Records of 380 patients admitted to the trauma service from January 1997 to December 1998 who at the time of admission were taking warfarin, low-molecular-weight heparin, aspirin, nonsteroidal anti-inflammatory drugs, clopidogrel, dipyridamole, pentoxifylline, or naproxen were reviewed. Thirty-seven patients with intracranial injuries were identified and compared with a matched (age, gender, mechanism, and severity of injury) control group of 37 patients with similar head injury but not taking any anticoagulant randomly selected from the trauma registry for that same time period.

Results

The control and anticoagulated groups were comparable in terms of age, 75 ± 8 versus 74 ± 11 years (p = 0.655); gender, 22 men/15 women versus 21 men/16 women; mechanism of injury, 30 falls/7 motor vehicle crashes versus 30 falls/7 motor vehicle crashes; and length of hospital stay, 11 ± 14 versus 10 ± 11 days (p = 0.853).

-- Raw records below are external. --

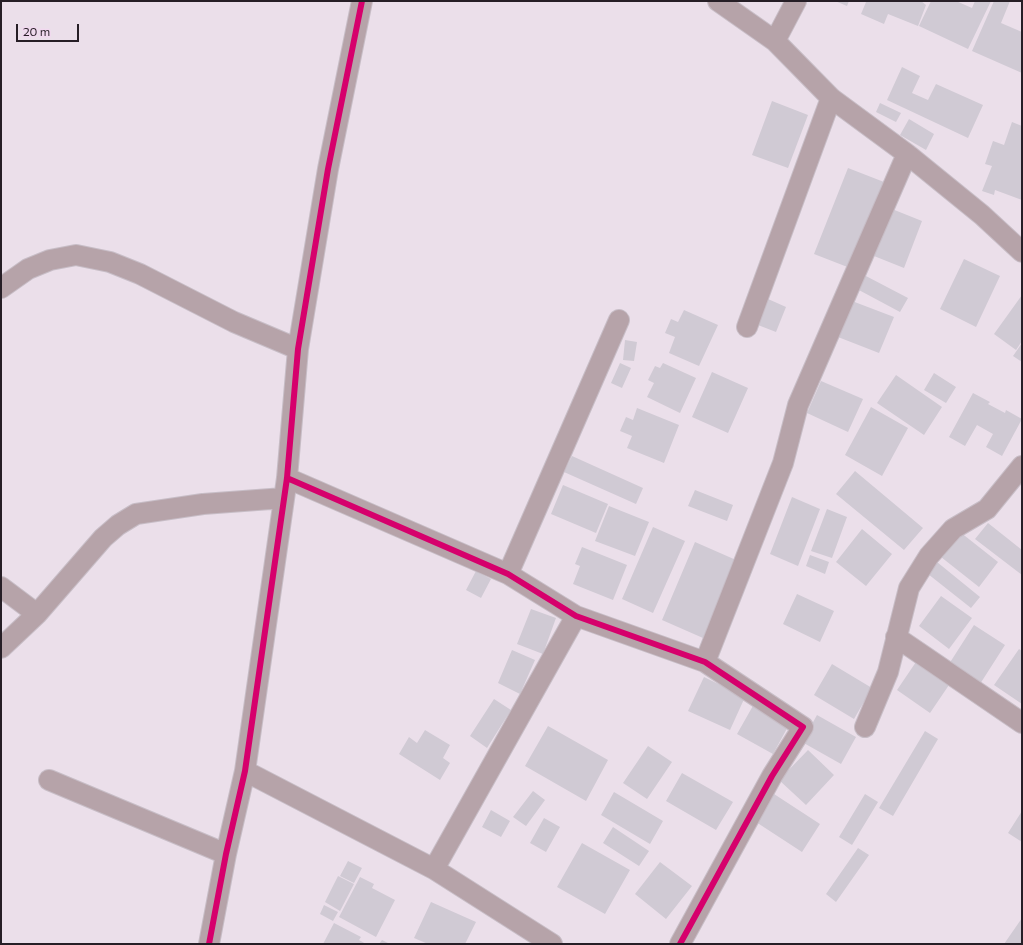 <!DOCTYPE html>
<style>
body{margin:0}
#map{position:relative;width:1023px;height:945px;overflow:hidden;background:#ebdfea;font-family:Commissioner,sans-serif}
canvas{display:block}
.frame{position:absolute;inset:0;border:2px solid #261e26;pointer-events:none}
.scale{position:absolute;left:16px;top:24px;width:63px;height:18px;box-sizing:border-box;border:2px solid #261e26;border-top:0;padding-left:5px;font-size:12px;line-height:14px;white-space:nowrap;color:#261e26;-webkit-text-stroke:3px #f1d9ef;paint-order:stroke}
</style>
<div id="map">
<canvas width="1023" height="945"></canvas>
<div class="frame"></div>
<div class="scale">20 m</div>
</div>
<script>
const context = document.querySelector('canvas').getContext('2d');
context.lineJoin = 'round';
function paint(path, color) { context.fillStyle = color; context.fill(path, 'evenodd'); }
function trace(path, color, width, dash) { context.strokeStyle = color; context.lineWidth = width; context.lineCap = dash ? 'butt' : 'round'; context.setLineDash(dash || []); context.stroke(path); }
paint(new Path2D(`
 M835 1H849L847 6Z
 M863 1H921L926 5 918 26 888 14 884 24 861 14 866 2Z
 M931 1H956L972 8 975 1H991L968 49 919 26Z
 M994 1H1010L1001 23 1022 32V73L972 51Z
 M902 67 920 76 912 93 928 100 936 84 983 105 968 138 887 100Z
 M772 101 808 115 788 168 752 155Z
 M880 103 901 113 896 122 876 112Z
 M909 119 934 134 926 150 900 135Z
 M1012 122 1022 126V200L995 190 994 195 982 191 992 166 985 164 993 141 1004 145Z
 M848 168 884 182 850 268 814 254Z
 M892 209 922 221 904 268 874 256Z
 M964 259 1000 276 976 327 940 309Z
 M864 275 908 298 900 312 857 289Z
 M1022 295V341L1016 350 994 334Z
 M768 299 786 307 776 332 758 325Z
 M852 301 894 317 879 353 838 337Z
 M684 310 718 325 699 366 669 353 675 337 665 333 671 319 678 322Z
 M625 340 637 342 634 361 623 360Z
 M1022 343V362L1013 356Z
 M620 363 631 368 622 388 611 383Z
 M663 363 696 378 680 413 647 397 654 383 648 380 655 366 660 368Z
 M712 372 748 388 728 433 692 417Z
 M934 373 956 387 946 403 924 390Z
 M896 375 942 407 924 435 877 403Z
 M821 381 863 399 848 432 807 413Z
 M973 393 990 402 988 404 1005 413 1006 410 1022 419 1002 456 986 447 993 434 977 425 965 446 949 437Z
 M871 407 908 428 882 476 845 455Z
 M637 408 679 425 664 463 627 448 632 436 620 431 626 417 633 420Z
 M572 456 643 488 636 504 564 472Z
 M855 471 923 528 904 550 836 494Z
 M563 485 608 504 596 533 551 514Z
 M695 490 733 505 727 521 688 506Z
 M792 497 820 509 798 566 770 554Z
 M609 506 649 522 635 556 595 541Z
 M827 509 847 517 832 558 811 551Z
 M988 523 1022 550V575L975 539Z
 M653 527 685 541 653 613 622 599Z
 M862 529 892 554 866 586 836 562Z
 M960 532 998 562 979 587 941 557Z
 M695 542 736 560 703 638 662 620Z
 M582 547 627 565 613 600 573 584 580 566 575 564Z
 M810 555 829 562 825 574 806 566Z
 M937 562 980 597 971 608 928 574Z
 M476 571 491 579 481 598 466 590Z
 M797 594 834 611 820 642 783 624Z
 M941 596 972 618 949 649 919 626Z
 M531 609 556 618 543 654 517 644Z
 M974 625 1005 645 980 684 949 664Z
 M1019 649 1022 651V704L994 685Z
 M512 650 535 660 520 694 498 683Z
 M918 659 951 682 930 713 897 690Z
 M832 664 872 688 854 719 814 695Z
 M704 677 745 697 730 730 688 711Z
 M494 699 511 710 487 748 470 736Z
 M754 704 790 723 773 754 737 734Z
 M817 715 856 737 841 764 802 742Z
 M548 726 608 760 586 801 525 766Z
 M425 730 450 745 443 758 450 763 440 780 399 754 409 737 417 743Z
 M925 731 938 739 893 816 879 808Z
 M648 746 672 762 647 799 623 783Z
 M808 750 834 775 806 805 779 780Z
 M682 773 733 802 716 830 666 801Z
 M533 791 545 800 526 826 513 817Z
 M614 792 663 821 650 844 601 815Z
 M774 794 820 824 802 852 756 822Z
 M865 794 878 802 852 845 839 837Z
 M491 810 510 821 501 837 482 827Z
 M1022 811V842L1008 833Z
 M544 818 560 827 546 852 530 843Z
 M613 827 649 851 639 866 603 843Z
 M582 843 630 870 605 914 557 887Z
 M858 848 869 855 836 902 826 894Z
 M348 861 362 868 354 883 340 876Z
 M660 862 692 886 666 919 635 894Z
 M338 876 354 884 340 911 325 902Z
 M360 877 374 884 372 888 395 900 376 937 339 917Z
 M431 902 476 922 465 944H428L414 938Z
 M324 905 338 912 333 921 320 914Z
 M1022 918V944H1004Z
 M334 923 361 937 359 940 366 944H323Z
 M382 940 390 944H379Z`), '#d0cad4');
const minor = new Path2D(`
 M718 1 775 41 831 98 907 154 982 215 1022 252
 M775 41 796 1
 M1 288 28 269 50 260 76 255 110 262 140 274 234 322 298 349
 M747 327 831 98
 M287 478 508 574 576 616 705 662 803 727 772 776 680 944
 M508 574 619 320
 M1 587 37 614
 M896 637 1022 723
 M1 648 37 614 103 538 118 525 136 514 203 504 284 498
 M705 662 783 463 798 405 907 154
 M865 727 888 672 909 588 929 556 953 529 987 509 1022 466
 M245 771 434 869 552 944
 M49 780 226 854
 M434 869 576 616
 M209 944 226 854 245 771 287 478 298 349 328 169 362 1`);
trace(minor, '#c7bdc6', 22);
trace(minor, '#b6a3a9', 20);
trace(new Path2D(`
 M287 478 508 574 576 616 705 662 803 727 772 776 680 944
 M209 944 226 854 245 771 287 478 298 349 328 169 362 1`), '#d6006c', 6);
</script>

In the anticoagulated group, the mean Injury Severity Score was 17.0 ± 7.8 and the mean Glasgow Coma Scale score was 11.8 ± 4.0; these were not significantly different from the control group, which had a mean Injury Severity Score of 19.8 ± 8.1 (p = 0.143) and a Glasgow Coma Scale score of 12.5 ± 2.6 (p = 0.378). There were 14 deaths (38%) in the anticoagulation group, versus 3 deaths in the control group (8%) (p = 0.006). In the anticoagulation group, 4 of 12 patients (33%) taking warfarin died, whereas 9 of 19 patients (47%) taking aspirin died (p = 0.285). All deaths were secondary to head injuries; all deaths in the control group and all but one in the anticoagulated group were the result of a fall; 6 of 10 anticoagulated patients who fell on stairs died, and 5 of these were taking aspirin only.

Conclusion

These data indicate that the trauma patient with preinjury anticoagulation such as warfarin or even aspirin who has an intracranial injury has a four- to fivefold higher risk of death than the nonanticoagulated patient. The efficacy of reversing the anticoagulant effect at the time of hospital admission remains to be evaluated.